MFA Hiatus

Aug 14, 2015

It’s been two years since my last blog post, yet it seems like a lifetime.

When I first set up my website I had every intention of regularly posting my observations on the writing life and anything else that popped into my age-addled consciousness. But then I was accepted into an MFA program…

I only applied to three programs—two low-residency, one full-time—and experienced a flash of panic when my wife told me the director of the MFA in Writing program at Vermont College of Fine Arts ( was on the phone. But it was great news! And, really, they wouldn’t call to say you were rejected.

So that’s what I’ve been doing these past two years: grinding away with my MFA studies and writing. I probably would’ve never considered VCFA if not for the recommendation of Robert Boswell ( during his workshop at the 2012 Taos Writers’ Conference. I didn’t know much about low-residency writing programs, but Bos assured me that if one wasn’t planning on a teaching career a low-res program was the way to go, and, in fact, you’d accomplish more writing than in a full-time program while still experiencing an extraordinary variety of critical lectures and assignments. He recommended Warren Wilson College in North Carolina and VCFA (and he even wrote my recommendations!).

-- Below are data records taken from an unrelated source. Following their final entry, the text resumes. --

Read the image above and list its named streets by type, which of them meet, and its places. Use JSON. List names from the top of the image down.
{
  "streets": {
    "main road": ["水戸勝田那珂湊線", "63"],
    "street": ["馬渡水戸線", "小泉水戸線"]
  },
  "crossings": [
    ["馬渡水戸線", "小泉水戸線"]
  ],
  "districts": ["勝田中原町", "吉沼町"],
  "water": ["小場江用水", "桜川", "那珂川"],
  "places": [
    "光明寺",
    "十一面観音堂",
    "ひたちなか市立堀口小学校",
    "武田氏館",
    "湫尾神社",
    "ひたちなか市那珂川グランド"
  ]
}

The VCFA MFA program required attendance at 10-day residencies (in Montpelier, Vermont) twice a year, five residencies total including your graduation residency (probably the most intense and stressful of them all!). During the residency you attend an assigned workshop and at least the required minimum of lectures and visiting writer readings or discussions—but there are dozens of lectures and readings scheduled (and you can’t attend them all!). Each residency is a non-stop dizzying experience, resulting in complete exhaustion, after which you work one-on-one by mail, email & phone with your assigned writer/instructor. For each of the subsequent five months you send your instructor a “packet” of new or revised work (25 – 30 pages), as well as shorter critical essays as assigned. It’s a lot of work and I’m amazed that so many of my talented classmates were able to meet the requirements while holding full-time jobs, some even while managing small children!

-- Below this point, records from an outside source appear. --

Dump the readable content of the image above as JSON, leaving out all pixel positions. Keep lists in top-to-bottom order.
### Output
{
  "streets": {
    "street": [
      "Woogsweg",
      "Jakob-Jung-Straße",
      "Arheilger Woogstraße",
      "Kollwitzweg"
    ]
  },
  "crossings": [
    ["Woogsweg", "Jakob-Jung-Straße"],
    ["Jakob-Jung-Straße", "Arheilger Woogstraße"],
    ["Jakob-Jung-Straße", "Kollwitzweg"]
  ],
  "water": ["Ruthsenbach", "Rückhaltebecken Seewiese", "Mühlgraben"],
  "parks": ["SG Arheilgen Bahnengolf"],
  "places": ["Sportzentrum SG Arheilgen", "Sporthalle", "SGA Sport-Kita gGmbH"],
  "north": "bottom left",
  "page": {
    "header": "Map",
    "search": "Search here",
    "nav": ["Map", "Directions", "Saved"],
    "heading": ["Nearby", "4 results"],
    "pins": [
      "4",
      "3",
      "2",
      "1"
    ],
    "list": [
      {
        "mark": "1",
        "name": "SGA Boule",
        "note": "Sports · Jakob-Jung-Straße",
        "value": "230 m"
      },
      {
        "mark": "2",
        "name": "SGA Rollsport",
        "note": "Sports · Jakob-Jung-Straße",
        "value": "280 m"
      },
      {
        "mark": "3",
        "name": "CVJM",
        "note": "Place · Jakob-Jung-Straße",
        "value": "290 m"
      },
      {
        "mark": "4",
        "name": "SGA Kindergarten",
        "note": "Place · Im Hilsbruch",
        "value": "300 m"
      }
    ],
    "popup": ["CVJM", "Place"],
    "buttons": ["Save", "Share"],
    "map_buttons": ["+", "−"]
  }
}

And that raises the other extraordinary aspect of the VCFA experience: over the two years you spend only 50 days with your classmates, but they are among the most intense imaginable and the friendships and bonds that result are indeed powerful. Suffice it to say that I remain in awe of the talent and diversity of my classmates; I truly believe that many of them will create and publish popular and enduring works of art.

So, all of that is to say why I’ve avoided my blog.

But I DID graduate:

And now I’m ready to share once again.